The Birds , directed by Alfred Hitchcock, premiered on March 28th, 1963.

Just yesterday I saw Alfred Hitchcock’s new film The Birds.  On its surface, the premise is quite simple — the avians in a peaceful locale suddenly turn murderous.  It's a superb piece of suspense from the unarguable master of such things.  As the sun rose this morning and I sipped my coffee, I wondered if the little songbirds in my garden could ever turn on me. What a chilling thought!

Of course, try as Hitchcock might to distract me with scenes of feathered terror, being me, I couldn’t help but notice the costume design. And while, the pre-release copy of the film I saw was in black and white, my privileged position at the studio let me observe the costumes in person (and in living color). With the film released, I can finally share what I’ve seen! 

Costume designer Edith Head masterfully combined the sleepy seaside palette with the elegance of the city through cut and fit. Lydia Brenner, played by the talented Jessica Tandy, is a great example of this harmony. Her fabrics are those that we associate with the country. Tweeds and contrast knits in particular are found throughout her design. However, her silhouettes are fresh and metropolitan. Head even mixes in fine silks to give her an air of sophistication. This combination also illuminates the teetering balance Brenner tries to maintain between a domineering and doting mother.


Lydia’s tweed cocoon coat is a beautiful example of how the fashion-forward city silhouette has creeped into Bodega Bay while maintaining the little coastal town’s country charm.


In this casual evening ensemble, we can see her motherly conundrum. Note the fine silk charmeuse blouse beneath the contrast knit cardigan. The “knit” side of Lydia’s personality is docile, while the “silk” side is conniving.

This subtle design emphasizes the obvious tension between Lydia and Melanie, played by Tippi Hedren, a socialite with designs on Lydia's son.

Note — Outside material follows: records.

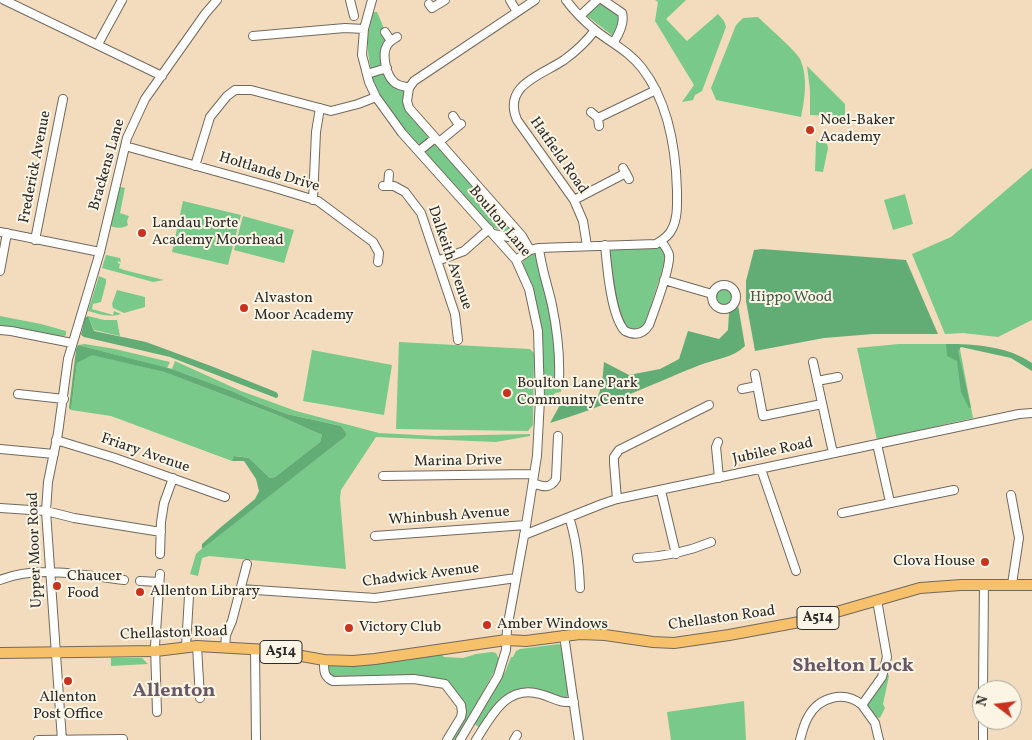 <!DOCTYPE html>
<style>
body{margin:0}
#map{position:relative;width:1032px;height:740px;overflow:hidden;background:#f3dcbd;font-family:Vollkorn,serif}
canvas{display:block}
.north{position:absolute;left:972px;top:680px;width:50px;height:50px;box-sizing:border-box;background:#fcf5e5;border:1px solid #a8a49b;border-radius:50%;rotate:285deg;font-size:14px;font-weight:700;line-height:20px;text-align:center;color:#2b2b2b}
.north::after{content:'';display:block;margin:auto;width:18px;height:22px;background:#c8321e;clip-path:polygon(50% 0,100% 100%,50% 72%,0 100%)}
</style>
<div id="map">
<canvas width="1032" height="740"></canvas>
<div class="north">N</div>
</div>
<script>
const context = document.querySelector('canvas').getContext('2d');
context.lineJoin = 'round';
function fillPath(path, color) {
  context.fillStyle = color;
  context.fill(path, 'evenodd');
}
function strokePath(path, color, width, dash) {
  context.strokeStyle = color;
  context.lineWidth = width;
  context.lineCap = dash ? 'butt' : 'round';
  context.setLineDash(dash || []);
  context.stroke(path);
}
function drawText(font, color, halo, rows, align = 'center') {
  context.font = font + ' Vollkorn,serif';
  context.lineWidth = 4;
  context.setLineDash([]);
  context.textBaseline = 'middle';
  context.strokeStyle = halo;
  context.fillStyle = color;
  for (const [text, x, y, turn = 0] of rows) {
    context.save();
    context.translate(x, y);
    context.rotate((+turn || 0) * Math.PI / 180);
    context.textAlign = isNaN(turn) ? turn : align;
    if (halo) context.strokeText(text, 0, 0);
    context.fillText(text, 0, 0);
    context.restore();
  }
}
const green = new Path2D(`
 M655,0H686L666,19L687,41L718,14L724,21L726,27L702,91L695,95L693,100L682,102L694,85L655,21L658,2Z
 M599,4H603L619,14L620,23L613,36L586,15L590,9Z
 M373,12H377C389,37 386,40 382,67L371,69C366,49 367,31 373,12Z
 M758,17C766,25 796,51 800,59C808,76 805,99 801,117L716,100L711,88L736,25L743,18Z
 M807,66L845,104V117L810,115V90Z
 M384,72L404,90L405,101L428,135V140C426,141 423,144 421,144C408,145 375,90 372,78L373,75Z
 M816,141L827,144L828,148L823,172L815,171Z
 M435,144L440,147L513,232L509,233L492,227L426,155L427,149Z
 M1032,168V320L998,337L963,333L945,334L912,254L951,237Z
 M117,186L125,188L120,213L129,216L127,221L128,225C124,229 114,228 108,225Z
 M905,194L913,224L893,230L884,200Z
 M183,201L241,215L228,265L172,252Z
 M243,216L294,230L284,263L234,250Z
 M658,245L663,247L666,258L645,324L640,330C634,331 629,331 625,326C615,316 611,267 609,252L613,248Z
 M535,252L548,295L554,334L556,375L552,379V385L561,386V392L555,393L552,398H545C542,353 543,307 523,266C522,258 528,254 535,252Z
 M106,255L120,258L121,262L118,261V263L120,264L119,268L124,270L164,280L153,282L102,268Z
 M99,276L106,279V283L101,302L93,304L92,309L113,315L114,311L121,314C110,318 99,314 88,311Z
 M714 297a10 10 0 1 1 20 0a10 10 0 1 1-20 0Z
 M117,290L145,297V307L124,313L113,308L112,304Z
 M0,316L41,324L66,331V335L61,338L0,328Z
 M88,316L104,320H117L120,336L94,330Z
 M399,342L530,349L534,353L533,425L528,431L396,429Z
 M85,344L115,349L170,362L167,368L78,345Z
 M899,344H959L973,418L877,440L857,348Z
 M312,350L392,365L384,415L303,401Z
 M92,354L164,372L277,415L322,435L320,442L275,477L270,478L249,458L235,456L232,461L111,416L71,410L77,363Z
 M175,361L241,391L296,411L379,433L436,436L530,434V436L496,442L376,437L341,490L340,498L346,569L209,556L202,558L198,576L190,574L196,554L199,551L345,437L347,434L341,426L287,414L258,403L232,391L172,369Z
 M559,644L564,646L570,693L565,699C552,696 512,691 502,699C493,706 487,718 480,728L473,723L506,670L511,657H513L516,651L520,649Z
 M492,652L496,653L499,659L496,668L457,740H450L463,718L449,684L341,679L329,677L327,668L330,664L442,655L444,657L463,658L476,654Z
 M111,658H142L148,664L111,666Z
 M887,673L889,676L883,704L885,708L880,718L875,717L867,707V704Z
 M744,701L746,740H671L667,712Z`);
const forest = new Path2D(`
 M762,249L906,260L938,334H873L824,338L755,351L746,301V281L754,250Z
 M738,305L745,346C733,358 715,359 700,365C650,385 601,408 550,423L561,403L582,405L597,399L602,384L604,362L629,375L660,369L679,359L688,331L719,339L728,330L729,312Z
 M88,316L94,331L146,342L211,366L276,392L278,394V397L276,398L170,357L84,337L81,335L85,318Z
 M946,344C975,344 1007,346 1032,363V371L1011,358L961,347L958,351L971,408H969L961,392L957,361L947,356Z
 M78,345L172,369L232,391L258,403L287,414L341,426L347,434L345,437L202,549V544L221,527L255,499L259,491L256,479L244,461H232L234,456L249,458L270,478L275,477L320,442L322,435L277,415L164,372L92,355L77,363L71,410L69,408L76,350Z`);
const minor = new Path2D(`
 M4,0L162,76
 M350,0L354,16
 M372,0L364,29L362,55L369,82L376,97L402,133L516,260L529,289L538,331L540,399L537,456L526,525L507,629L506,650L498,676L460,740
 M510,0L517,12
 M603,0L622,13C625,23 619,34 614,42
 M429,4L432,8L445,0
 M580,16L597,0
 M385,32L391,41
 M253,36L345,28L364,29
 M397,37C394,39 390,41 388,44C381,53 386,75 394,82C398,86 404,86 409,88L407,101L409,108L522,236L530,250
 M98,44L122,0
 M367,74L387,68
 M409,88L414,81L535,0
 M591,112L598,118L599,126
 M453,116L459,125
 M598,118L656,90
 M439,142L461,124
 M125,146L272,187L318,201L373,242L379,253L378,262
 M419,151L435,138
 M195,166L210,117L227,96L235,90H251L331,111L358,104L376,97
 M623,168L629,179
 M383,186H394L405,192L421,213L455,314L458,340
 M388,186L389,174
 M313,200L316,132L320,108
 M574,200L626,173
 M0,232L100,252
 M493,234L509,237L522,236
 M35,240L63,99
 M605,245C607,266 611,317 625,331C635,336 643,334 649,325C654,311 671,268 669,255C668,250 664,245 661,241
 M587,246L583,221L574,200L517,120C502,85 542,75 564,60C575,52 587,41 595,30
 M539,248C541,268 548,286 552,305C557,329 560,355 559,380
 M516,260L530,250L539,248L656,244C663,240 669,236 672,229C678,218 677,203 677,191C676,149 669,103 642,68C629,51 611,43 595,30C584,21 574,11 566,0
 M437,261L464,251L489,229
 M0,271L7,233
 M664,280L712,294
 M712 297a12 12 0 1 1 24 0a12 12 0 1 1-24 0Z
 M0,330L11,331L72,343
 M813,362L833,453
 M755,374L763,416L822,404
 M817,381L838,377
 M742,389L757,386
 M18,394L64,399
 M56,440L115,458L225,497
 M718,442L716,447L719,478
 M877,444L890,502
 M0,449L54,454
 M761,469L796,571
 M383,476L534,474
 M533,483C543,487 550,489 556,479L558,436
 M661,491L676,554
 M1011,495L1019,538L1012,584
 M617,499L614,463V457L619,450L709,405
 M0,508L46,511L74,518L161,532
 M842,513L954,490
 M569,517C577,541 579,563 580,588
 M524,535L602,504L617,499L1019,414L1032,413
 M375,536L526,525
 M160,554L161,522L164,503L173,478
 M637,558C663,557 687,552 711,542
 M0,580C38,564 85,576 124,580
 M140,581L159,582
 M241,589L375,598L516,578
 M877,600L887,657L882,677L862,705L875,723L879,740
 M564,635L579,740
 M197,646L200,698
 M186,647L189,596
 M225,647L226,635L232,621L247,564
 M255,649L256,740
 M324,660C324,669 323,677 333,681L414,679L445,684L461,705L462,712L461,717L447,740
 M983,690L984,584
 M157,712L155,646L160,574
 M38,740L123,739
 M62,740L46,511L48,482L58,433L68,359L100,252L127,138L145,99L205,14L217,0
 M476,740C491,717 506,684 540,694C555,698 557,703 574,702
 M514,740L517,735
 M800,740C802,732 804,724 808,717C819,697 844,690 862,705
 M983,740V720`);
const major = new Path2D(`
 M0,653L156,651L197,646L268,650L324,660L353,661L375,659L506,640L526,641L580,634L605,635L653,642L674,643L729,635L805,621L920,588L961,585H1032`);
const markers = [
 [810,130,5,"#c8321e"],
 [142,233,5,"#c8321e"],
 [244,308,5,"#c8321e"],
 [507,393,5,"#c8321e"],
 [985,562,5,"#c8321e"],
 [57,586,5,"#c8321e"],
 [140,592,5,"#c8321e"],
 [487,625,5,"#c8321e"],
 [349,628,5,"#c8321e"],
 [68,681,5,"#c8321e"]
];
const shields = [
 [818,618,42],
 [281,652,42]
];
const shieldNames = [
 ["A514",818,618],
 ["A514",281,652]
];
const poiNames = [
 ["Noel-Baker",820,121],
 ["Academy",820,138],
 ["Landau Forte",152,224],
 ["Academy Moorhead",152,241],
 ["Alvaston",254,299],
 ["Moor Academy",254,316],
 ["Boulton Lane Park",517,384],
 ["Community Centre",517,401],
 ["Clova House",975,562,"right"],
 ["Chaucer",67,577],
 ["Food",67,594],
 ["Allenton Library",150,592],
 ["Amber Windows",497,625],
 ["Victory Club",359,628],
 ["Allenton",68,698,"center"],
 ["Post Office",68,715,"center"]
];
const streetNames = [
 ["Hatfield Road",558,156,55],
 ["Brackens Lane",108,165,-74],
 ["Frederick Avenue",36,167,-79],
 ["Holtlands Drive",269,173,17],
 ["Boulton Lane",499,222,50],
 ["Dalkeith Avenue",449,258,71],
 ["Jubilee Road",773,452,-12],
 ["Friary Avenue",145,454,19],
 ["Marina Drive",458,462,-1],
 ["Whinbush Avenue",449,517,-4],
 ["Upper Moor Road",36,550,-92],
 ["Chadwick Avenue",421,576,-7],
 ["Chellaston Road",722,619,-8],
 ["Chellaston Road",174,634,-2]
];
const parkNames = [
 ["Hippo Wood",791,298]
];
const districtNames = [
 ["Shelton Lock",853,667],
 ["Allenton",174,692]
];
fillPath(green, '#78c98a');
fillPath(forest, '#62ad76');
strokePath(minor, '#71695e', 10);
strokePath(major, '#71695e', 12);
strokePath(minor, '#fff', 8);
strokePath(major, '#f7c06b', 10);
for (const [x, y, r, color] of markers) {
  const dot = new Path2D();
  dot.arc(x, y, r, 0, 2 * Math.PI);
  context.fillStyle = color;
  context.fill(dot);
  strokePath(dot, '#fcf5e5', 2);
}
for (const [x, y, w] of shields) {
  const box = new Path2D();
  box.roundRect(x - w / 2, y - 11.5, w, 23, 4);
  context.fillStyle = '#fcf5e5';
  context.fill(box);
  strokePath(box, '#2b2b2b', 1);
}
drawText('bold 14px', '#2b2b2b', null, shieldNames);
drawText('15px', '#2b2b2b', '#fcf5e5', poiNames, 'left');
drawText('15px', '#2b2b2b', '#fcf5e5', streetNames);
drawText('15px', '#425a48', '#fcf5e5', parkNames);
drawText('bold 20px', '#665866', '#fcf5e5', districtNames);
</script>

Melanie is a city girl through and through. Her palettes play on this contrast. Her dress suit and fur jacket drip with metropolitan wealth.

When she borrowed a dinghy to sneak across the bay, I was struck with the direct comparison of the texture of the docks to her red fox fur coat. I realized that, in her own misguided way, she was using the natural texture of the fur to try helplessly to blend in with the little town; a detail that lends itself to her rather clumsy and charming game.

The star of the film was obviously her dress suit. The costume is an open jacket with small patch pockets that sit low on the hem and sleeve cuffs that fall just above the wrist. It’s cut to perfection with a single vertical dart from shoulder to bust that helps the jacket maintain a square yet smooth shape over the bust. The matching dress beneath is a sheath cut, sleeveless, with a three-inch wide self belt and an invisible zipper down the center back. What you can’t deduce from the release of the film, however, is that the dress suit is a tangy, energetic pistachio green!


Beautiful, isn’t it?

Draped in the color of spring, is it any wonder that Lydia feels threatened by the young and boisterous Melanie? Certainly not. However, I think the real source of Lydia’s uneasiness lies in Mitch’s wardrobe.

Lydia's son, Mitch Brenner, played by Rod Taylor (star of The Twilight Zone and The Time Machine, is a man caught between the slow-paced life of Bodega Bay and the bustling hubbub of the city. Although the seaside town is his escape, he is always destined to leave it for San Francisco.


Note that his styling, the ribbed fishing captain’s sweater paired with the paisley ascot, is that of a wealthy yachter rather than the resident of a coastal town.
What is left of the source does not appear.